People have always moved within and across countries and continents and have done so for many different reasons. Trade, commerce, and business have long given rise to language contact and hence bilingualism. In earlier times, when traders traveled to areas where another language was spoken or a lingua franca was used, many—buyers as well as sellers—became bilingual. Greek was the lingua franca of trade in the Mediterranean during the third, fourth, and fifth centuries bce. Today, Russian is the language of trade and business throughout Russia and the nations of the former Soviet Union (more than a hundred languages are spoken in the Russian Federation), and of course English is a major language of trade and business throughout the world. Business today increasingly operates on global dimensions. Many people move to another country for a few years to work for an international division of their company; their families often accompany them, and both adults and children may become bilingual. And we should note here that it is not always necessary for people to migrate physically for language contact to take place. A great many businesspeople communicate with each other by phone and online, in English and other international languages, across countries and time zones, and then return to their normal, often monolingual, lives at the end of the workday.

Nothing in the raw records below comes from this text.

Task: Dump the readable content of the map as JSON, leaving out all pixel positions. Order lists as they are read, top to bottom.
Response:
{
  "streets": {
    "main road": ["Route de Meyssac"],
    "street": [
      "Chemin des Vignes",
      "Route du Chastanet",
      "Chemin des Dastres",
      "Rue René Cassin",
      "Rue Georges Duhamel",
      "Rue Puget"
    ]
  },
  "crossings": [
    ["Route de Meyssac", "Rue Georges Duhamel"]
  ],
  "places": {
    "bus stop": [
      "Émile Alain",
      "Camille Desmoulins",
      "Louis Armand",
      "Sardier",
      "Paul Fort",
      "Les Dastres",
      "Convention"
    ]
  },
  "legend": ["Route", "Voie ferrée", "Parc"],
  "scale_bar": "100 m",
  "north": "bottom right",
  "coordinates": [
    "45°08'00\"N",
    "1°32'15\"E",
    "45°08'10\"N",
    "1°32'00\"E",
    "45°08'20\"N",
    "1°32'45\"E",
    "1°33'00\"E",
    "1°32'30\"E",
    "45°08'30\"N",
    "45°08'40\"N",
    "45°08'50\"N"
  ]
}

People also move around the world for political and religious reasons. World history is full of examples of people moving to another land and, more often than not, another language, for political reasons: Russians migrated after the 1917 Revolution, Sudeten Germans after World War II, Cubans during the Castro era, Vietnamese after the fall of South Vietnam. As for religious migrations, Huguenot Protestants fled France after the revocation of the Edict of Nantes in 1685 and settled in Russia, England, Holland, and America, for example. In the twentieth century Russian Jews left the Soviet Union under difficult circumstances and settled in Israel or the United States, among other countries. And in recent years, many Christians have been leaving the Middle East and resettling elsewhere.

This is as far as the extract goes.